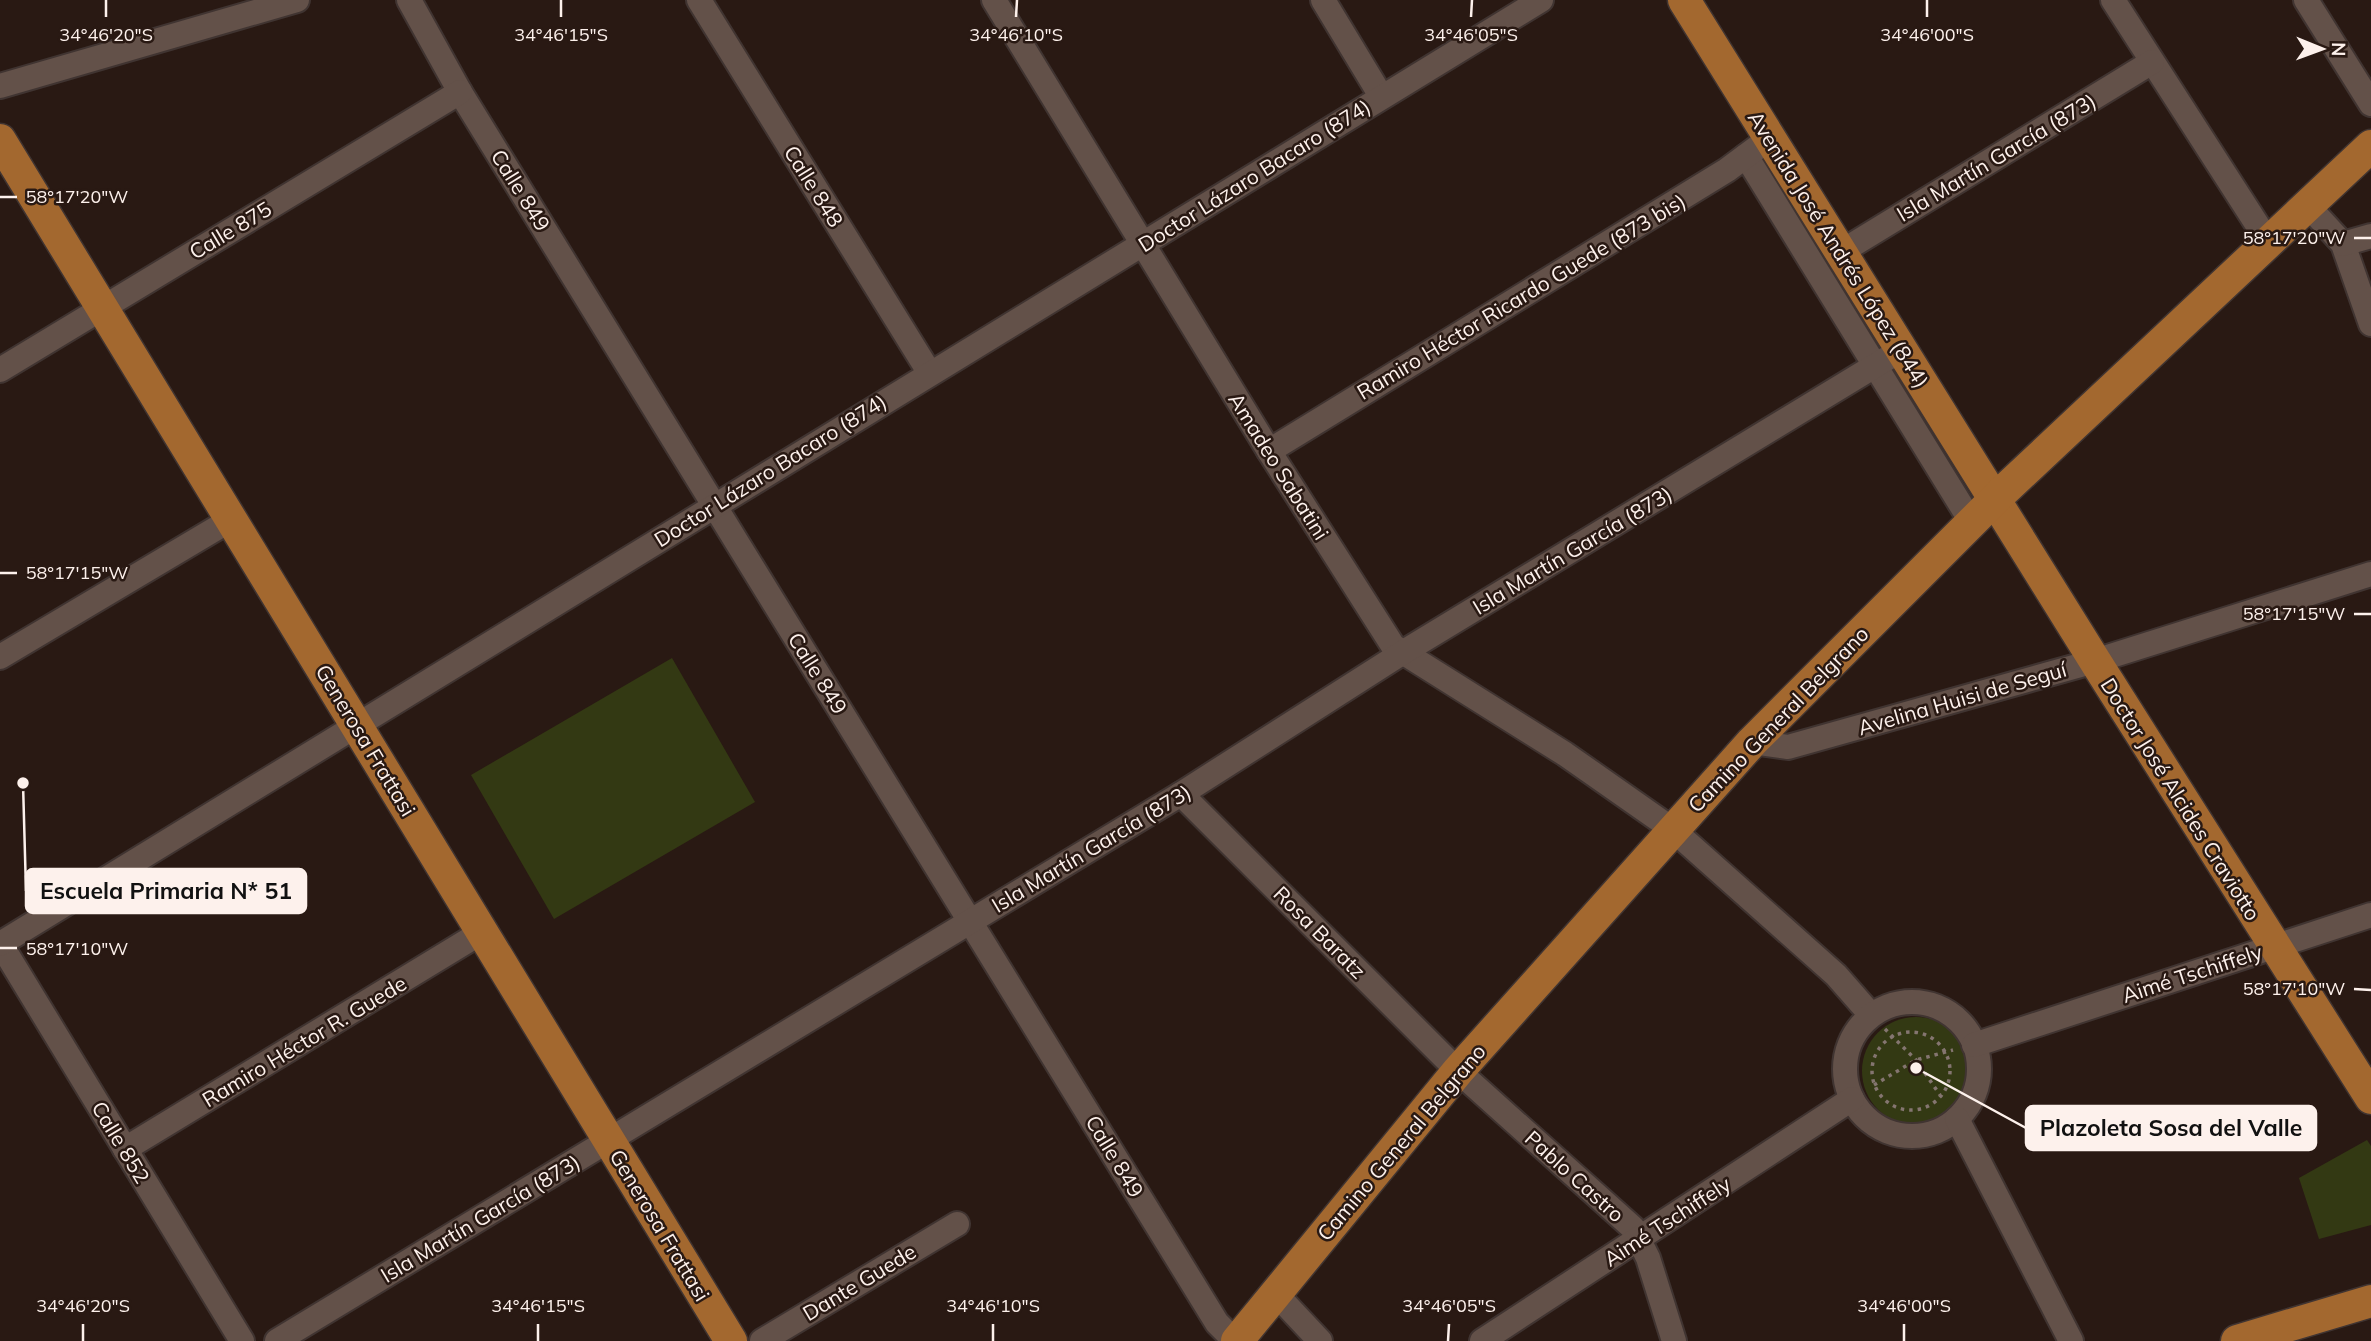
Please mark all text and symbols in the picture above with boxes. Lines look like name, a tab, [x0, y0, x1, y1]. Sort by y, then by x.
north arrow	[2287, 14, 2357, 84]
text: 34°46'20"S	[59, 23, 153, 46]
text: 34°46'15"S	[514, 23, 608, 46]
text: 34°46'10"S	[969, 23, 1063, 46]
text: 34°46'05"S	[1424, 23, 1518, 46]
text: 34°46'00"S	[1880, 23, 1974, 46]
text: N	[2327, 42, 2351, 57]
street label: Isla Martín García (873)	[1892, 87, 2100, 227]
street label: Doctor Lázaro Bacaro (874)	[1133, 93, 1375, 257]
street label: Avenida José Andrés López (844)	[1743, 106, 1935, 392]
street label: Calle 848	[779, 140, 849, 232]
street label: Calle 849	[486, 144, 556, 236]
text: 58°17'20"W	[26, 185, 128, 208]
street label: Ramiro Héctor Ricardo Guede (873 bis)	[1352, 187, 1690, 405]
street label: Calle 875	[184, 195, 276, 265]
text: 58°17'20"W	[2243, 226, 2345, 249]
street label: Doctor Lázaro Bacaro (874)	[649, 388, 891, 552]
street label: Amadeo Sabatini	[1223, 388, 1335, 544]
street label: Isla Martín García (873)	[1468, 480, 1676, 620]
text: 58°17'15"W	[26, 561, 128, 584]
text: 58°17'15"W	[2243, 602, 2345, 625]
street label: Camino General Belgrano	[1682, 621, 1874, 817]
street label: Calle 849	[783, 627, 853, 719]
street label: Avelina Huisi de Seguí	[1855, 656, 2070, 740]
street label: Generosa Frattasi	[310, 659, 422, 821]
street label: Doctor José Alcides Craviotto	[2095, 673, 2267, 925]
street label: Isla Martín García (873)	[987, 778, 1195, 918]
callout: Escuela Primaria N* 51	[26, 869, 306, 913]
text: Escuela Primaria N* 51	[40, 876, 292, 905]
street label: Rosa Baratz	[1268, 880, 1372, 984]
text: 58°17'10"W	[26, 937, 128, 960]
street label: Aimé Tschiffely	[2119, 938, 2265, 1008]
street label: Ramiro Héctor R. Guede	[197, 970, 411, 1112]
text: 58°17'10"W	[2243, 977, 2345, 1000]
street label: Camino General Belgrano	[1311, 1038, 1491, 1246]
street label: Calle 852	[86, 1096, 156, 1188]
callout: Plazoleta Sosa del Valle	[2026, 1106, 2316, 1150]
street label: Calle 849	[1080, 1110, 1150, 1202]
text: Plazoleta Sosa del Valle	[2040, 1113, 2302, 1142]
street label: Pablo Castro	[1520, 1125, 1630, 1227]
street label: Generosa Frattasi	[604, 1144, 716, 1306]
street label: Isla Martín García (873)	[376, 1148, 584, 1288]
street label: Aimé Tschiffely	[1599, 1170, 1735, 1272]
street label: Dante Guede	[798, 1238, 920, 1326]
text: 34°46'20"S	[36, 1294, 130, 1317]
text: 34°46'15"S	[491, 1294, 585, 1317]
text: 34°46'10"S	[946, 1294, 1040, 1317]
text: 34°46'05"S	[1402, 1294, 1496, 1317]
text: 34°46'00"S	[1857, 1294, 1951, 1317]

+++++

* AIM OF THE TASK
Return all material verbatim, pictures omitted.

* EXERCISE OUTPUT
Please mark all text and symbols in the picture above with boxes. Lines look like name, a tab, [x0, y0, x1, y1]. Sort by y, then by x.
north arrow	[2287, 14, 2357, 84]
text: 34°46'20"S	[59, 23, 153, 46]
text: 34°46'15"S	[514, 23, 608, 46]
text: 34°46'10"S	[969, 23, 1063, 46]
text: 34°46'05"S	[1424, 23, 1518, 46]
text: 34°46'00"S	[1880, 23, 1974, 46]
text: N	[2327, 42, 2351, 57]
street label: Isla Martín García (873)	[1892, 87, 2100, 227]
street label: Doctor Lázaro Bacaro (874)	[1133, 93, 1375, 257]
street label: Avenida José Andrés López (844)	[1743, 106, 1935, 392]
street label: Calle 848	[779, 140, 849, 232]
street label: Calle 849	[486, 144, 556, 236]
text: 58°17'20"W	[26, 185, 128, 208]
street label: Ramiro Héctor Ricardo Guede (873 bis)	[1352, 187, 1690, 405]
street label: Calle 875	[184, 195, 276, 265]
text: 58°17'20"W	[2243, 226, 2345, 249]
street label: Doctor Lázaro Bacaro (874)	[649, 388, 891, 552]
street label: Amadeo Sabatini	[1223, 388, 1335, 544]
street label: Isla Martín García (873)	[1468, 480, 1676, 620]
text: 58°17'15"W	[26, 561, 128, 584]
text: 58°17'15"W	[2243, 602, 2345, 625]
street label: Camino General Belgrano	[1682, 621, 1874, 817]
street label: Calle 849	[783, 627, 853, 719]
street label: Avelina Huisi de Seguí	[1855, 656, 2070, 740]
street label: Generosa Frattasi	[310, 659, 422, 821]
street label: Doctor José Alcides Craviotto	[2095, 673, 2267, 925]
street label: Isla Martín García (873)	[987, 778, 1195, 918]
callout: Escuela Primaria N* 51	[26, 869, 306, 913]
text: Escuela Primaria N* 51	[40, 876, 292, 905]
street label: Rosa Baratz	[1268, 880, 1372, 984]
text: 58°17'10"W	[26, 937, 128, 960]
street label: Aimé Tschiffely	[2119, 938, 2265, 1008]
street label: Ramiro Héctor R. Guede	[197, 970, 411, 1112]
text: 58°17'10"W	[2243, 977, 2345, 1000]
street label: Camino General Belgrano	[1311, 1038, 1491, 1246]
street label: Calle 852	[86, 1096, 156, 1188]
callout: Plazoleta Sosa del Valle	[2026, 1106, 2316, 1150]
street label: Calle 849	[1080, 1110, 1150, 1202]
text: Plazoleta Sosa del Valle	[2040, 1113, 2302, 1142]
street label: Pablo Castro	[1520, 1125, 1630, 1227]
street label: Generosa Frattasi	[604, 1144, 716, 1306]
street label: Isla Martín García (873)	[376, 1148, 584, 1288]
street label: Aimé Tschiffely	[1599, 1170, 1735, 1272]
street label: Dante Guede	[798, 1238, 920, 1326]
text: 34°46'20"S	[36, 1294, 130, 1317]
text: 34°46'15"S	[491, 1294, 585, 1317]
text: 34°46'10"S	[946, 1294, 1040, 1317]
text: 34°46'05"S	[1402, 1294, 1496, 1317]
text: 34°46'00"S	[1857, 1294, 1951, 1317]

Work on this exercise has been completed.